Minimally, we need to provide the model object, the variable to put on the x-axis, and the “trace”, the variable on separate lines. Unlike with {ggplot}, though, here we need to provide the names of those variables as strings inside quotes.
afex::afex_plot(mcq_afx,
x = "mcq",
trace = "sticsa_trait_cat")
The plot we get for very little work already has a lot of useful stuff. We get means for each combination of groups, with different values on the “trace” variable with different point shapes and connected by different lines. It needs some work, of course, but especially as a quick glimpse at the relationships of interest, it’s a good start!
EMMs
In addition to the plot, we can get get the actual means for each combination of categories. As with everything, there’s a package for it!

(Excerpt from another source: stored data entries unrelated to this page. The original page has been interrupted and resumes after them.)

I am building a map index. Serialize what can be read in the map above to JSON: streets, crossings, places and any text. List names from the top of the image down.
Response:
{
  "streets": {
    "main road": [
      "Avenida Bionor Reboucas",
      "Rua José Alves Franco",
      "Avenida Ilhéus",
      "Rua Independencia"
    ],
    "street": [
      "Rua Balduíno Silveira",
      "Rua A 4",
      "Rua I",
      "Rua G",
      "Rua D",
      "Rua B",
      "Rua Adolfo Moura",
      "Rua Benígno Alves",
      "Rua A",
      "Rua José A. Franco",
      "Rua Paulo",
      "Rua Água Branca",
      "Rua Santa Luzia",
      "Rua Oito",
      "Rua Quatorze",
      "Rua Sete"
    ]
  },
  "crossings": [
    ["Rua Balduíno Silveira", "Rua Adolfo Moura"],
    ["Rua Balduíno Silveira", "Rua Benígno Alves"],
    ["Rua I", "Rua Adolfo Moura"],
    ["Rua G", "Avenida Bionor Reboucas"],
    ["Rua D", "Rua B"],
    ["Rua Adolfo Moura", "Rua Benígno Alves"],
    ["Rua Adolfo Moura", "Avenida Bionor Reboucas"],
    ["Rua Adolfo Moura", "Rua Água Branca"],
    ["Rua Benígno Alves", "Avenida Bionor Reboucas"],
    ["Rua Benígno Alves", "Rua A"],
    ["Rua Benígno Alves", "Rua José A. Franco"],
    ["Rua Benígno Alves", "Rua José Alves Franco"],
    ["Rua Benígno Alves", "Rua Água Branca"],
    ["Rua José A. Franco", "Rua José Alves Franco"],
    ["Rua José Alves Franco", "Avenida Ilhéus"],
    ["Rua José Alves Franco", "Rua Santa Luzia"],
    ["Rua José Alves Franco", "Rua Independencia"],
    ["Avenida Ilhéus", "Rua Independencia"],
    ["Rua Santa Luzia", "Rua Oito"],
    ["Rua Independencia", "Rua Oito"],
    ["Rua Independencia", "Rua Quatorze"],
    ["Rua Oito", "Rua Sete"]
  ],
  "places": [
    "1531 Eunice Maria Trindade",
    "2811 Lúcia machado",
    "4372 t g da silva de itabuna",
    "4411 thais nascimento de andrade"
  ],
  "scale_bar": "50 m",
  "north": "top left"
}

Just like with afex_plot(), we provide the model object and the relevant variables to calculate means for.
emmeans::emmeans(mcq_afx, c("mcq", "sticsa_trait_cat")) mcq sticsa_trait_cat emmean SE df lower.CL upper.CL
maths high 2.34 0.0648 459 2.21 2.47
stats high 2.26 0.0608 459 2.14 2.38
maths low 1.54 0.0411 459 1.46 1.62
stats low 1.54 0.0427 459 1.45 1.62
Confidence level used: 0.95
Simple Effects
Finally, we can get tests of the effect between the levels of one variable, within each level of the other. Using the emmeans::joint_tests() function, we can use the model object and the name of the variable we want to split by to get tests within each level of that variable.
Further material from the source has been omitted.